Mass tourism on the Costa Brava, Spain. Economic success or failure? (Photo by Jonathan Tourtellot)

Third in a series of occasional blogs about the ever-changing quality of travel destinations around the world—about what’s going on behind the scenes and how it affects the character of the places we care about.

Hong Kong has more natural attractions than Ireland. Sweden is culturally richer than all of India.

Eh?

Welcome to the world of economic research—combined in reports that can be used to shape the places we love to visit. The business leaders and economists who gathered at the World Economic Forum recently in Davos, Switzerland can find the data behind these startling comparisons in the Forum’s own 500-page Travel & Tourism Competitiveness Report.

To be sure, the report is a massive piece of work—wonky but fascinating stuff if you’ve never looked at how the tourism industry thinks. The report’s star feature is its ratings of national economies, the Travel and Tourism Competitiveness Index.

“Competitiveness” is money-speak for: “Would your company want to build a hotel there?” Of course, the question behind the question then has to be: “Would we travelers show up and stay in it?”

And the winner is . . .

Presumably, then, the most competitive countries are the ones we would most enjoy visiting. So which is the best? Of the 139 countries rated in 2011, Numero Uno, the winner for the fourth year running is:

Switzerland.

Well, OK. Switzerland is certainly pretty good. It’s a beautiful country that takes excellent care of itself. Coincidentally (sort of), it’s the home of Davos. Is it the most appealing nation on Earth? It’s not without wrinkles. The Swiss franc soared so high into the stratosphere—at least until the Swiss tied it down to the euro—that most people couldn’t afford visiting where an average restaurant meal for two could run $200. Not so competitive, that!

Otherwise, though, Switzerland is a reasonable winner. At the other end of the scale,it’s no surprise either that impoverished, refugee-laden Chad anchors the bottom at No. 139. The U.S., by the way, comes in at a strong number 6, despite bombing out on ease-of-entry. (Just try to get a visa.)

But the Forum’s report contains some bizarre results, too. The scores are a composite of 14 different categories, each with its own sub-scores, and they don’t always add up:

  • Ireland, the Emerald Isle, ranks 112 on natural resources, much lower than high-rise Hong Kong, ranked at 68. Really?
  • Botswana, home of $400-a-night eco-safaris, nevertheless ranks 8 on price competitiveness, purportedly a much better deal than moderately priced Peru, at rank 81.
  • Sweden ranks first in cultural resources—more than France (rank 10) or all of polyglot India (rank 24).
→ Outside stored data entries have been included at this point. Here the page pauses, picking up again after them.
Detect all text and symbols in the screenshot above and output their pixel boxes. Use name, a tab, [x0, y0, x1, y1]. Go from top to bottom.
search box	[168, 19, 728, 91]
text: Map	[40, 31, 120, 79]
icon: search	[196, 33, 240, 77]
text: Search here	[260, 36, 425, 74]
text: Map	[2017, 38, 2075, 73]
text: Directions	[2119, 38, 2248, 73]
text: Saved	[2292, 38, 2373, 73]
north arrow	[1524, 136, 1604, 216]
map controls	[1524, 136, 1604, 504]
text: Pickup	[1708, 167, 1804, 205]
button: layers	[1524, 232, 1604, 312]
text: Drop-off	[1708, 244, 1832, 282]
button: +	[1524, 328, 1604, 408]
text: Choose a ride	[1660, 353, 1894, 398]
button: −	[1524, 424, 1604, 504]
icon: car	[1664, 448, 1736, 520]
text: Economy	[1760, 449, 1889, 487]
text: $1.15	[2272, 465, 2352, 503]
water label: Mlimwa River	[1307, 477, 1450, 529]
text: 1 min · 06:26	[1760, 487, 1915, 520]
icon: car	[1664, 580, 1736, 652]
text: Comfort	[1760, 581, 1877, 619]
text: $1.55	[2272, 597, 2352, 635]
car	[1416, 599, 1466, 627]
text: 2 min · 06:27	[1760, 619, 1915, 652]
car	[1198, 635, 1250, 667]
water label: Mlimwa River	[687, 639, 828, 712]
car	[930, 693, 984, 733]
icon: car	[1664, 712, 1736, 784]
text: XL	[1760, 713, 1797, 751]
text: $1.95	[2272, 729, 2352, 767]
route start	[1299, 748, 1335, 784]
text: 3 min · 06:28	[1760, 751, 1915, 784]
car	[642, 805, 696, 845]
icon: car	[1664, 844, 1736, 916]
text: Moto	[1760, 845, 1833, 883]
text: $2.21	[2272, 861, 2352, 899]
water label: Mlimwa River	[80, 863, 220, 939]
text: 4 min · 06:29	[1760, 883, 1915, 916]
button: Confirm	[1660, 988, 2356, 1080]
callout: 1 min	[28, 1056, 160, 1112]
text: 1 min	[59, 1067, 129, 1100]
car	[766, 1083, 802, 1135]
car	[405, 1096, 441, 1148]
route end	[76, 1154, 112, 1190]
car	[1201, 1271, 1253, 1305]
How can this be? The answer lies in the use of metrics—that is, the report relies on things you can count. The ranking system is based partly on CEO interview results but more heavily on a set of quantifiable indicators. Hong Kong, for instance, has a high percentage of its tiny land area under protection, so it comes out looking greener than Ireland. New Zealand’s vulnerable island ecosystem records the world’s highest rate of threatened species—probably because New Zealand actually bothered to record them—but that bad number knocks one of the world’s most conservation-minded nations downward in the ranking.

Why should we care? Because governments and investors make decisions based in part on this report, decisions that might improve a destination, or ruin it.
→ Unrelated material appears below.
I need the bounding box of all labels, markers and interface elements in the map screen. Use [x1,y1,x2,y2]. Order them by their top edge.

Stewardship or Ease of Business?

For comparison, look at the National Geographic rankings of destinations, published annually in National Geographic Traveler from 2004 through 2010. We avoided quantifiable measures—how do you quantify scenic beauty or cultural integrity?—and based the surveys solely on hundreds of expert opinions as to each destination’s condition. The results generated an Index of Destination Stewardship.

The 2009 survey of destination stewardship, National Geographc Traveler, November/December.
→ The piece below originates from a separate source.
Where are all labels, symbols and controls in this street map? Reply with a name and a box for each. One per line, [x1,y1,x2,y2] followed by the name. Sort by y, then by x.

To be sure, the purpose was different from the Davos research. We were looking at sustainability, Davos at economics. But the two do relate. In the long run, a place can’t succeed at one without the other. The National Geographic surveys polled opinions from experts with a stewardship bias. The Forum polls business executives, presumably with an economic and profit bias. Legitimate perceptions from two different directions.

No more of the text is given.